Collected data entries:
====

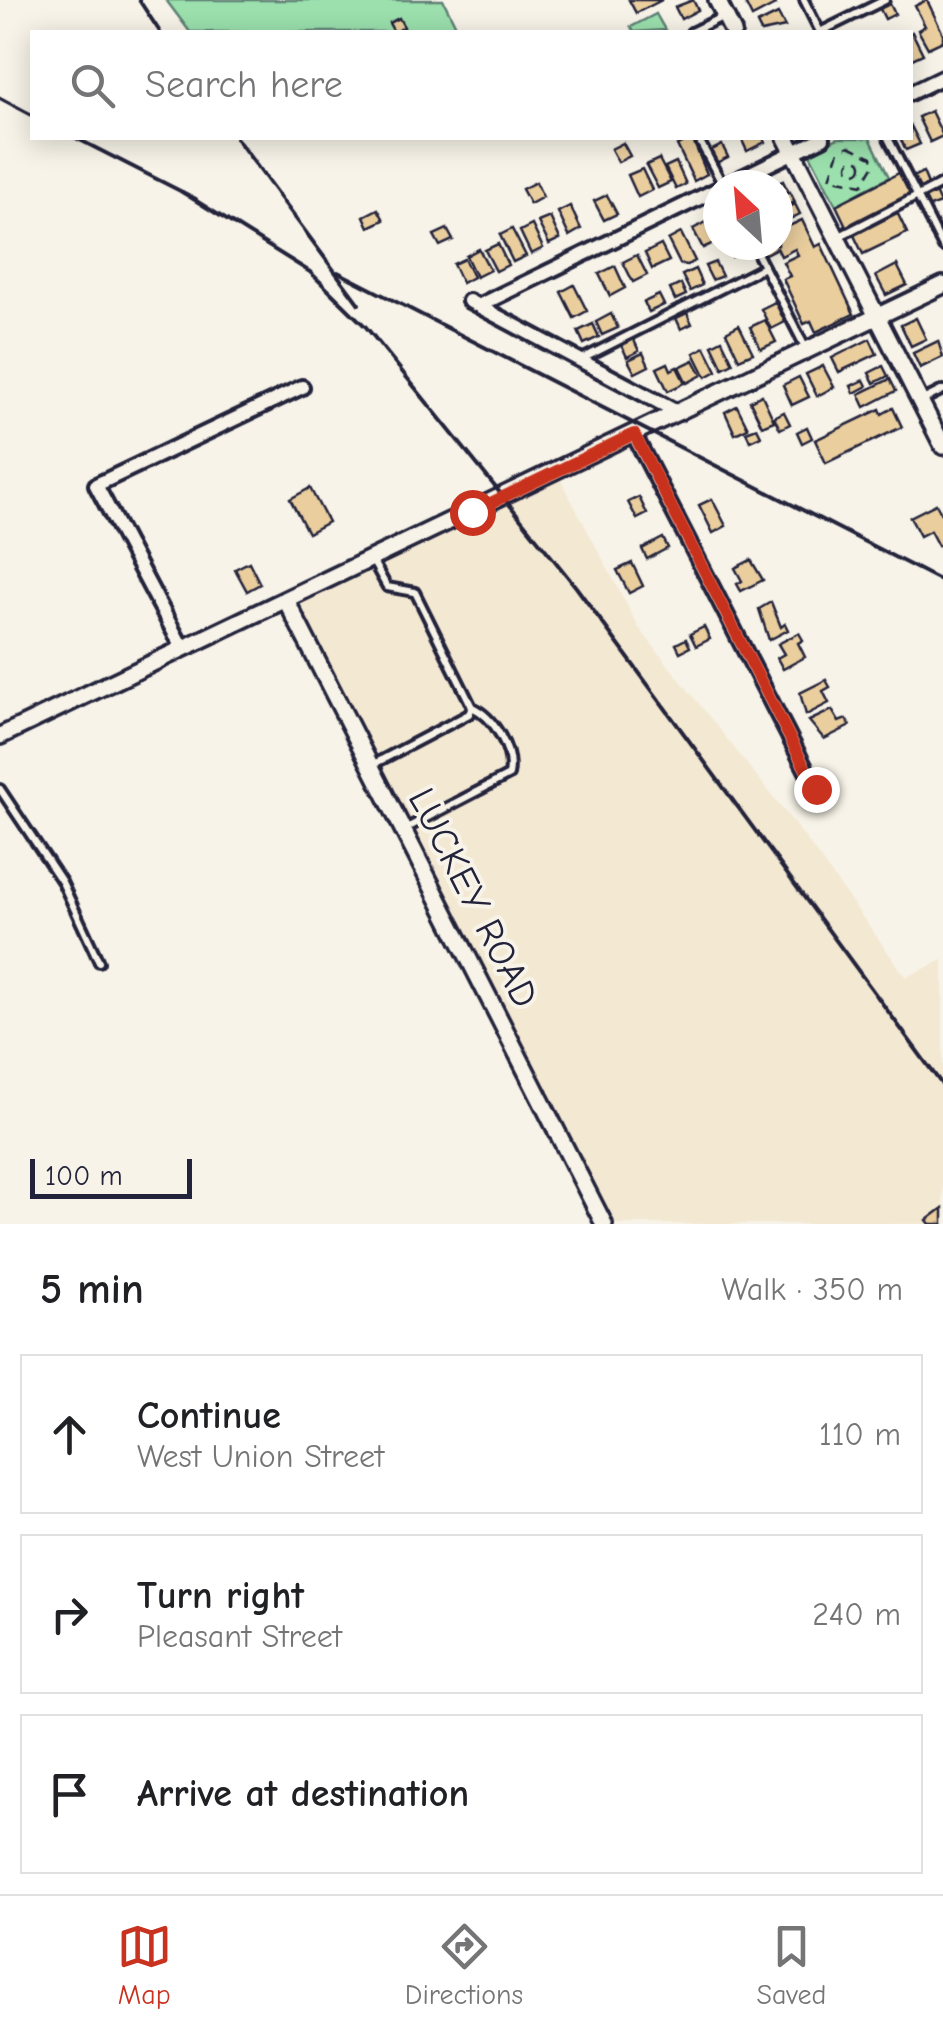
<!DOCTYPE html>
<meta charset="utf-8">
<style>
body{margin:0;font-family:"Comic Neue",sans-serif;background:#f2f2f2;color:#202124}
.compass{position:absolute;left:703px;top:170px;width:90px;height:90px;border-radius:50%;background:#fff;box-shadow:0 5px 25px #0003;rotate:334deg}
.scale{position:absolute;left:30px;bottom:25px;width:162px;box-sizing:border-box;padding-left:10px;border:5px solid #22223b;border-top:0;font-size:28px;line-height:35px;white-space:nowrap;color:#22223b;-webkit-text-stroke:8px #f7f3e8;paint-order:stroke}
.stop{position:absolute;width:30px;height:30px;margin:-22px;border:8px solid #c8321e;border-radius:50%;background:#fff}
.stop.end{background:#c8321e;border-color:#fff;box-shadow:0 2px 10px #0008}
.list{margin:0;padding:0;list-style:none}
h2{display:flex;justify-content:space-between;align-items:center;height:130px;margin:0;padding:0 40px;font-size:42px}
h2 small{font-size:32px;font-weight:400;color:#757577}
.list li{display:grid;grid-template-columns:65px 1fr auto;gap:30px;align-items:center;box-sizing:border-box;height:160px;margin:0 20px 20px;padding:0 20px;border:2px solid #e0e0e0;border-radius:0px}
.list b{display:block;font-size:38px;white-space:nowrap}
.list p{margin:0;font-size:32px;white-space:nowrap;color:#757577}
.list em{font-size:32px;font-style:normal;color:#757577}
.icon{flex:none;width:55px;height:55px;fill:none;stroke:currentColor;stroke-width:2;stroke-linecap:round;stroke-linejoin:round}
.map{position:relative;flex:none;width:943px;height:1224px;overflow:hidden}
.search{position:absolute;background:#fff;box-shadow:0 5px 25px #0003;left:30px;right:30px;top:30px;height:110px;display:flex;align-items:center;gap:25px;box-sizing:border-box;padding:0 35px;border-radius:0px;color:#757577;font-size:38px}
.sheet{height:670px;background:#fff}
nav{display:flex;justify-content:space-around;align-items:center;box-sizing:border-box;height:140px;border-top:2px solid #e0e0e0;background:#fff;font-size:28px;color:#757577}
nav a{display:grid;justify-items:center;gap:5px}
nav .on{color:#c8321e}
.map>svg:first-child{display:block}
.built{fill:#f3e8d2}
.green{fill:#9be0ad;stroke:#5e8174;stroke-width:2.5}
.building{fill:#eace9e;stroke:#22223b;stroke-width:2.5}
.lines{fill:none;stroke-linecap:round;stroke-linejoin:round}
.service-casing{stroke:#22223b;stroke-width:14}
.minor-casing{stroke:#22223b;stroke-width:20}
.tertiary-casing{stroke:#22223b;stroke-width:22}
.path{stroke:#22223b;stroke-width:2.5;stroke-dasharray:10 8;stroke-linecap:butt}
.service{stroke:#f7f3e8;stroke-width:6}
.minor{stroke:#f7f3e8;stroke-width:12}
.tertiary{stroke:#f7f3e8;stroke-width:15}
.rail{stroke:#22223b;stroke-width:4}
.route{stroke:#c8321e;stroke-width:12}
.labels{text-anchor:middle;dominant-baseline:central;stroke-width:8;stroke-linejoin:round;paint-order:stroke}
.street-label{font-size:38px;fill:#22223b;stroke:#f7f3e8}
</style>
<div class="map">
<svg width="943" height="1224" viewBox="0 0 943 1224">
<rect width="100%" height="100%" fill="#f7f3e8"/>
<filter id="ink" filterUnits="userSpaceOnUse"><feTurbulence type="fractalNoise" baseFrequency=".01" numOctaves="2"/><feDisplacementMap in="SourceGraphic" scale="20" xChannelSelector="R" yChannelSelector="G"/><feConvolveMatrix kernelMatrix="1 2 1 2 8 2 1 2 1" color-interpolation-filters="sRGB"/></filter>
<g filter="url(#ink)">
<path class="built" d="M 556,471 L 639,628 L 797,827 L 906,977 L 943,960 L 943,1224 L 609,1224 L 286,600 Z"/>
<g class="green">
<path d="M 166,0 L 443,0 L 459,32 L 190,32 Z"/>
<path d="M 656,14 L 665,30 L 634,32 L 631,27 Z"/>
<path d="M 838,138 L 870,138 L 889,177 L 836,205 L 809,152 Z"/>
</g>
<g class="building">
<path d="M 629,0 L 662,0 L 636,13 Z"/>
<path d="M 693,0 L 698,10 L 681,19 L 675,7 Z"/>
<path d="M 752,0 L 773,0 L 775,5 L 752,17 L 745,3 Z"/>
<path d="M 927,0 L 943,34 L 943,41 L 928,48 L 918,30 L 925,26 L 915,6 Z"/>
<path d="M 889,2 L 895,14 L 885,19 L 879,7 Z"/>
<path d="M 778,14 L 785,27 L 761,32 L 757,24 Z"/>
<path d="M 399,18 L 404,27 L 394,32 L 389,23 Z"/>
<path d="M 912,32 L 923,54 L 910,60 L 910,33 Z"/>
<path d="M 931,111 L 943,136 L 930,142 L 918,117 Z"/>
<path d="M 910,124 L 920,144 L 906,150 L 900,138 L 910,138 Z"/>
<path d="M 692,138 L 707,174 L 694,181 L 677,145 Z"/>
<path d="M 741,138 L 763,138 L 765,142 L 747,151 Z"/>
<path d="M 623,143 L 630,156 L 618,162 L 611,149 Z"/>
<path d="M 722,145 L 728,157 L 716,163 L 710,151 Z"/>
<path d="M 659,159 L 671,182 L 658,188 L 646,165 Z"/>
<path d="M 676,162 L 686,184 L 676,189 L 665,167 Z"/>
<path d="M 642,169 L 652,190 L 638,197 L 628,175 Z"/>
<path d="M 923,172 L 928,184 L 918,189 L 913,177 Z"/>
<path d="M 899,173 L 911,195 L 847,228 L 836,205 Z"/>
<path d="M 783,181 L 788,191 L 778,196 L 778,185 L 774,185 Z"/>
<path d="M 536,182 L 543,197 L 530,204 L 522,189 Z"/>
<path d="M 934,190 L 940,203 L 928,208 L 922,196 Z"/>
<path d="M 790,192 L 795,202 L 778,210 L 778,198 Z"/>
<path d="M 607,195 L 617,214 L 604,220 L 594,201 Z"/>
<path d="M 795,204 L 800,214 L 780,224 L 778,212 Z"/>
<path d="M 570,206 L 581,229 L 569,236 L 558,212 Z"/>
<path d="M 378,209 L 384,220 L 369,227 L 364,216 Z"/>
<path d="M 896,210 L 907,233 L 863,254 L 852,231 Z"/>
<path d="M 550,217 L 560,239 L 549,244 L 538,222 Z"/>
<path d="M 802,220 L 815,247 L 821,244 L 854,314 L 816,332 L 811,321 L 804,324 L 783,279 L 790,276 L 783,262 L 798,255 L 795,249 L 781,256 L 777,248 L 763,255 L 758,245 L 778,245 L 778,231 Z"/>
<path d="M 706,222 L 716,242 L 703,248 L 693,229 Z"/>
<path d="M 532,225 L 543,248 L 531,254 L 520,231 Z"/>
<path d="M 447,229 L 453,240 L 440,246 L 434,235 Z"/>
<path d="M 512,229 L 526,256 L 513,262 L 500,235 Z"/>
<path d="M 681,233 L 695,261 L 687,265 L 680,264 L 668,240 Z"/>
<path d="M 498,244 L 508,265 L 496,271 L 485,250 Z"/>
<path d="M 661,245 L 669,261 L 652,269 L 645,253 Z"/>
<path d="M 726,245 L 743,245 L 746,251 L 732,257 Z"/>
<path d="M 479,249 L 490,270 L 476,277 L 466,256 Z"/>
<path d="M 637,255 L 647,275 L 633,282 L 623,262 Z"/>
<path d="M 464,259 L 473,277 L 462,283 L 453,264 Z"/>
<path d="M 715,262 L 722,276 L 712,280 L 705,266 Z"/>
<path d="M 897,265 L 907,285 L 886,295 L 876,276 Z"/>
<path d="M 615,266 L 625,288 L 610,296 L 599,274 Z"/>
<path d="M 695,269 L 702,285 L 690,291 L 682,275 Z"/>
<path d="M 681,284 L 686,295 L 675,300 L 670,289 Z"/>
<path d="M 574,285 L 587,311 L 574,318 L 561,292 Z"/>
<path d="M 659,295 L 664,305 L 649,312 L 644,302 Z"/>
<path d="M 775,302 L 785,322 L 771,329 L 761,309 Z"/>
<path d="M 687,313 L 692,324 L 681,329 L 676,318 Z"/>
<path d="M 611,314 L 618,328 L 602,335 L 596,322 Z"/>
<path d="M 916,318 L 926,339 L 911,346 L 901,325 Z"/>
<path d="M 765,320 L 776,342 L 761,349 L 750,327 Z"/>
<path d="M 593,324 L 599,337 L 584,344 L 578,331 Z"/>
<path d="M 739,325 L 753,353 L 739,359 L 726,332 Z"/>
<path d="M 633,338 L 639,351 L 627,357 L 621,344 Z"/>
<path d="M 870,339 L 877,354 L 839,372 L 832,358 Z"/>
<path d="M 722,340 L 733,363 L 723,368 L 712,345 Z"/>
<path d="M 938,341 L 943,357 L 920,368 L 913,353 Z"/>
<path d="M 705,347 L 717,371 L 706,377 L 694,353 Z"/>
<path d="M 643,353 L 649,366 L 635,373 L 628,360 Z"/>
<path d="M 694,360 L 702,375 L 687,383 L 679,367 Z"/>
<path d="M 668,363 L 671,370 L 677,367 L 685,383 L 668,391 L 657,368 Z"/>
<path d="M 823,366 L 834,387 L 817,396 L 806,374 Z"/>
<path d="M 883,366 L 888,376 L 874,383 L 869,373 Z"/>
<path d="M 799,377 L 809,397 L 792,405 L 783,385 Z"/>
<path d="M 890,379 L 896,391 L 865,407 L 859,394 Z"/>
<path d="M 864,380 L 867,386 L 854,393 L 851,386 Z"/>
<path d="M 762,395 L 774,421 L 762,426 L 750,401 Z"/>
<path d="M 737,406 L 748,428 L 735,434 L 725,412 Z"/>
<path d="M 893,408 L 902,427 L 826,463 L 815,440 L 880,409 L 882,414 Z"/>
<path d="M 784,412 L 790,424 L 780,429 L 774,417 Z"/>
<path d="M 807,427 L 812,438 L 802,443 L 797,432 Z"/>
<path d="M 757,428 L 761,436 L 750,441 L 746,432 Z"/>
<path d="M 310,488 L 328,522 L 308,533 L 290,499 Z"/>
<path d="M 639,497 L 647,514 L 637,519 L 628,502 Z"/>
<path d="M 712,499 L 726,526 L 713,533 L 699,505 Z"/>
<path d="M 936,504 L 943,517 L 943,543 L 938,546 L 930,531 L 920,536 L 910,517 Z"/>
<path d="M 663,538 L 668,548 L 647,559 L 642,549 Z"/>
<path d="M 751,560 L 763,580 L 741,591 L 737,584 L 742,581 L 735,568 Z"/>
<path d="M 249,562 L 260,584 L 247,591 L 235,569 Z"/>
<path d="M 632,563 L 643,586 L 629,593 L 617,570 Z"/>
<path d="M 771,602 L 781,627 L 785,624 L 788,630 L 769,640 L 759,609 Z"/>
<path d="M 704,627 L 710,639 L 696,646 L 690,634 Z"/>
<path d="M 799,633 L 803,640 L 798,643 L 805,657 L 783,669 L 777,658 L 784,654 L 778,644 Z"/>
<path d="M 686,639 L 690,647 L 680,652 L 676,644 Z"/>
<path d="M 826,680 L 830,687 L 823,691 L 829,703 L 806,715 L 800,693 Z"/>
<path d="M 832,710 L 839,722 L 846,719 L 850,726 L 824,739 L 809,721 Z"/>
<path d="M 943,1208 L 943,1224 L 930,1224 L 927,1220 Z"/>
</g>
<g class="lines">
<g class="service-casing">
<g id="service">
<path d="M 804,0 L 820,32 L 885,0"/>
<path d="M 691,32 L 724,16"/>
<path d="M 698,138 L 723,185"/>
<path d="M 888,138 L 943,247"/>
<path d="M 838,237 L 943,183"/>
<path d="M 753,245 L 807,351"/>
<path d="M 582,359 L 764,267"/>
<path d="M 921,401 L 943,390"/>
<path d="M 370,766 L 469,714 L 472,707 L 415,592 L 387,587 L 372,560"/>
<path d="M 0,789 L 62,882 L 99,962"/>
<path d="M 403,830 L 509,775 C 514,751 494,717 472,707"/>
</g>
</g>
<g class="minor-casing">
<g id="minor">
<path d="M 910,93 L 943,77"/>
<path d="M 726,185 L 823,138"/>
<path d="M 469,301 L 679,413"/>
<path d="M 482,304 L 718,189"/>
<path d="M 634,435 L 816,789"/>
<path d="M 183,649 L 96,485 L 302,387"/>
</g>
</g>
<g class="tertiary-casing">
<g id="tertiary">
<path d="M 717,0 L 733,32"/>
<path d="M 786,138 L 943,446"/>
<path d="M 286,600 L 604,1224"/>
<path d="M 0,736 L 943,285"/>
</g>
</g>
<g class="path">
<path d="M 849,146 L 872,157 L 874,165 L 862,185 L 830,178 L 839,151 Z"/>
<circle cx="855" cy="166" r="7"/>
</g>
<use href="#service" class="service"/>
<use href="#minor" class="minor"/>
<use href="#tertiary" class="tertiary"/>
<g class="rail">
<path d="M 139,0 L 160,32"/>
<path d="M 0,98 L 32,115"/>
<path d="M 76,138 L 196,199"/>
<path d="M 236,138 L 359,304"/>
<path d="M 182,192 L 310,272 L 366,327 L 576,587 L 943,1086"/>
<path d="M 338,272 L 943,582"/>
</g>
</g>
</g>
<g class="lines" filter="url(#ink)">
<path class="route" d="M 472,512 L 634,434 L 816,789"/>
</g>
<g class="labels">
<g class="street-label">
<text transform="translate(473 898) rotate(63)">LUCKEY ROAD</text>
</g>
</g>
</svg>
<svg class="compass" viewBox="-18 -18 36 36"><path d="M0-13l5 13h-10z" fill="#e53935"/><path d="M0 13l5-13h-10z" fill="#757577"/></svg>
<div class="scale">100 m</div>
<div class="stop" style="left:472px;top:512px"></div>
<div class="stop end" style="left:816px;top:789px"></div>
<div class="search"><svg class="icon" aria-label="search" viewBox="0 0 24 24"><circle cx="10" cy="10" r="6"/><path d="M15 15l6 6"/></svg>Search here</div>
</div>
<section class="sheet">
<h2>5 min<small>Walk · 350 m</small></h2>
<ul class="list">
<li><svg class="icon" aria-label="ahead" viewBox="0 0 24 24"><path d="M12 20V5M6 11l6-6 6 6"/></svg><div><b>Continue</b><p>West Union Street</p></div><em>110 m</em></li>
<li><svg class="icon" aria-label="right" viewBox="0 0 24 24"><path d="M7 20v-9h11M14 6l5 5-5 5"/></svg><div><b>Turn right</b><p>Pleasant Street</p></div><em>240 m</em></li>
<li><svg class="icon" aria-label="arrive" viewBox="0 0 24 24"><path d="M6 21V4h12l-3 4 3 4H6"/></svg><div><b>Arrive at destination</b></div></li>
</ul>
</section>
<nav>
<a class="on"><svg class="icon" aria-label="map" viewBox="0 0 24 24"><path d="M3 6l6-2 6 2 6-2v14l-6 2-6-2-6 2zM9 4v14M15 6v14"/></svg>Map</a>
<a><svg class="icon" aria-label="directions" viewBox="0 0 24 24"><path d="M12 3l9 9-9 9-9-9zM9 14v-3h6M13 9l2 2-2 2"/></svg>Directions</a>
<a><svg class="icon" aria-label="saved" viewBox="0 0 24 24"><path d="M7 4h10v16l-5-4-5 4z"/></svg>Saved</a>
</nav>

====

If a line in the entries contains "nowrap", copy it.

.scale{position:absolute;left:30px;bottom:25px;width:162px;box-sizing:border-box;padding-left:10px;border:5px solid #22223b;border-top:0;font-size:28px;line-height:35px;white-space:nowrap;color:#22223b;-webkit-text-stroke:8px #f7f3e8;paint-order:stroke}
.list b{display:block;font-size:38px;white-space:nowrap}
.list p{margin:0;font-size:32px;white-space:nowrap;color:#757577}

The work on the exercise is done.